1. Pastikan Email yang Anda Gunakan Sudah Benar

Salah satu hal yang mesti Anda perhatikan dalam cara melamar kerja via email adalah memastikan email yang digunakan adalah email yang tepat. Pastikan email yang Anda gunakan adalah email diperuntukan untuk keperluan profesional.

Yang dimaksud email profesional adalah email yang hanya memuat nama lengkap tanpa tambahan apa-apa.

Karena jika Anda menggunakan email pribadi dengan mengandung nama yang tidak profesional, rekruter akan melihat Anda sebagai kandidat yang tidak memiliki keseriusan dalam melamar pekerjaan tersebut.

Hindari penggunaan email pribadi dengan nama yang tidak formal seperti Rud1_G4mpang@gmail.com.
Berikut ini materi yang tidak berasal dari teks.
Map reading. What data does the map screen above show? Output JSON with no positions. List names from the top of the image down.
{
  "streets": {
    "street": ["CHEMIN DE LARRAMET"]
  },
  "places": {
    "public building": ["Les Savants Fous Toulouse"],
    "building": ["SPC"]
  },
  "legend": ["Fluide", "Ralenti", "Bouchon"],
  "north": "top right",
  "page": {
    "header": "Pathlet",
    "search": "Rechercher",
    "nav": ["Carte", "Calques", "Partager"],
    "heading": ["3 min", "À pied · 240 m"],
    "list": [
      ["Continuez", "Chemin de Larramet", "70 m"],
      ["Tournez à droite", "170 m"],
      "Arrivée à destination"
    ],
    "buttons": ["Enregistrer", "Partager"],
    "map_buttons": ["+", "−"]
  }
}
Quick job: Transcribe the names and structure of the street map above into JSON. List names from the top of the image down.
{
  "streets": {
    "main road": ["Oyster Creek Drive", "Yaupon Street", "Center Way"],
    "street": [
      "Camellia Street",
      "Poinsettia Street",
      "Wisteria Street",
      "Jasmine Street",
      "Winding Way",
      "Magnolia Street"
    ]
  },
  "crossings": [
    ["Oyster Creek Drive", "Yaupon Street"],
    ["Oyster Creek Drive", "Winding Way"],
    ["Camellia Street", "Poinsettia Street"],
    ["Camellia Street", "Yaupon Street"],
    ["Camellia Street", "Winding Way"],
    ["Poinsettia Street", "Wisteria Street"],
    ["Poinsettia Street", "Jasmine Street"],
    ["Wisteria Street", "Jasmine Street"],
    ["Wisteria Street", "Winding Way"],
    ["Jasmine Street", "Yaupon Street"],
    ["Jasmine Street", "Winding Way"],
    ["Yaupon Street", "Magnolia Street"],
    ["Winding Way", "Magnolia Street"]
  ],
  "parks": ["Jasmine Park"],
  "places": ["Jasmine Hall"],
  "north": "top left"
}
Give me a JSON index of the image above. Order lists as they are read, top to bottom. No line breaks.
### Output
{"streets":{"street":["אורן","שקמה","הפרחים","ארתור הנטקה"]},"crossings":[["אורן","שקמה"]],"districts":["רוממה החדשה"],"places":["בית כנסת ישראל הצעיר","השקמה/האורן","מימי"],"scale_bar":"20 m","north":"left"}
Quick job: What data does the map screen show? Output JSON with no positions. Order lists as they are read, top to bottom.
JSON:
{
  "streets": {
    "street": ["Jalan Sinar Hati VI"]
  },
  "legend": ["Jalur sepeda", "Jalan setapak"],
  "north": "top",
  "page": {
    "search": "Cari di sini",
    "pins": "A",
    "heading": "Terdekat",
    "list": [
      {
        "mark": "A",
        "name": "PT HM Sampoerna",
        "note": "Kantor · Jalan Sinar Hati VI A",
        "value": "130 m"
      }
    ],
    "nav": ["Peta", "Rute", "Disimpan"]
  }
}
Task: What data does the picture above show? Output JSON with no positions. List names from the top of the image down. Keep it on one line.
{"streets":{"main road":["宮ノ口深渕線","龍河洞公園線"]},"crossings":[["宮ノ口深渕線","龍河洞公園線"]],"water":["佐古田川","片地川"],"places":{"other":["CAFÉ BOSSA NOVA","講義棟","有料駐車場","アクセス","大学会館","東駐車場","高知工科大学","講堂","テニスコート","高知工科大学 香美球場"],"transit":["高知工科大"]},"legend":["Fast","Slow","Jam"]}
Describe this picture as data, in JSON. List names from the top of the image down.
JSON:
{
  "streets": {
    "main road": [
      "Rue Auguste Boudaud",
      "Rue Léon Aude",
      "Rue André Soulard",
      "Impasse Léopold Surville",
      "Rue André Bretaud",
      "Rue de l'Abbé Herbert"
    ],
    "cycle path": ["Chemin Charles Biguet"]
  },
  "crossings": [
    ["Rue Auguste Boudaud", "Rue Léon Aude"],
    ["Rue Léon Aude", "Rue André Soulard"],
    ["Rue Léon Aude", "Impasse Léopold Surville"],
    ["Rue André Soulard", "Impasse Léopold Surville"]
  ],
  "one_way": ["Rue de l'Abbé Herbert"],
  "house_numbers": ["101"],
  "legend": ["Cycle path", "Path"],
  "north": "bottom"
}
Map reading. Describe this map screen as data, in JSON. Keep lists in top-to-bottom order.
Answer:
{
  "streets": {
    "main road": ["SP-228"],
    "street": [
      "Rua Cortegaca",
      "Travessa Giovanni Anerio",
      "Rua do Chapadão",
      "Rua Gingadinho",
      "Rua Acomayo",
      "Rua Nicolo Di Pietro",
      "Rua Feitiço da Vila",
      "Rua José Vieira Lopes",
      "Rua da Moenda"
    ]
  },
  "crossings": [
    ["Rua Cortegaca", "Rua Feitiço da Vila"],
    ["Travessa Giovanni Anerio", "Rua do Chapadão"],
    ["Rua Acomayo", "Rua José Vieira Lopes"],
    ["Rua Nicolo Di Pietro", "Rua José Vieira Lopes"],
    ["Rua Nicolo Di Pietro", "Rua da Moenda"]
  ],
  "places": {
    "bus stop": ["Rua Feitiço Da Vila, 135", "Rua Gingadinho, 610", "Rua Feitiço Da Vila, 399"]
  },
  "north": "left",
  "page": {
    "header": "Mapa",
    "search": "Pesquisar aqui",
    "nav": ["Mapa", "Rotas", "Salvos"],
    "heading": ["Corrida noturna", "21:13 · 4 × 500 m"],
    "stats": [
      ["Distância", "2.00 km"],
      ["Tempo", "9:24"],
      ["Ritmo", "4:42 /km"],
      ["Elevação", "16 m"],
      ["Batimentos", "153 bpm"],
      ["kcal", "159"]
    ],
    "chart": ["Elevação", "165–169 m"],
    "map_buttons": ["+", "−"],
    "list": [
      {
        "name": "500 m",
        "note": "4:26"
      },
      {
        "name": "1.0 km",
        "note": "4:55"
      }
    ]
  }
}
Sebaliknya gunakan alamat email yang tampak formal dan profesional seperti rudigunawan@gmail.com

Selain itu, pastikan email perekrut yang Anda tuju telah benar. Karena jika salah satu huruf pun akan membuat lamaran kerja yang Anda kirim tidak diterima oleh perekrut tersebut.

2. Lampirkan Berkas Dokumen yang Diminta Dengan Benar

Dalam melamar pekerjaan melalui email, tak jarang banyak perusahaan yang mengharuskan pelamarnya untuk melampirkan beberapa dokumen pendukung seperti CV, cover letter, ijazah, fotokopi KTP, pas foto, dan lainnya.

Jika perusahaan mengharuskan Anda untuk melampirkan semua dokumen tersebut, usahakan untuk menggabungkan semuanya menjadi satu rangkap yang rapi.

Namun jika reruiter tidak memerlukan semua dokumen tersebut untuk dilampirkan, Anda dapat membuat berkas lampiran Anda berisi sesuai dengan kebutuhan perekrut saja.

Namun jika tidak dicantumkan untuk mesti melampirkan beberapa dokumen, Anda hanya perlu setidaknya melampirkan dua dokumen terpenting dalam melamar kerja, yaitu CV dan Surat Lamaran Kerja/Cover Letter.

Selain berkas dokumen yang mesti Anda lengkapi, Anda juga harus memperhatikan format file yang Anda gunakan dalam mengirimkan dokumen tersebut

Usahakan untuk menggunakan format file .pdf, .doc, atau .jpeg dalam cara melamar kerja via email yang profesional Hindari menggunakan format zip atau rar, karena pihak rekruter akan sulit untuk mengaksesnya.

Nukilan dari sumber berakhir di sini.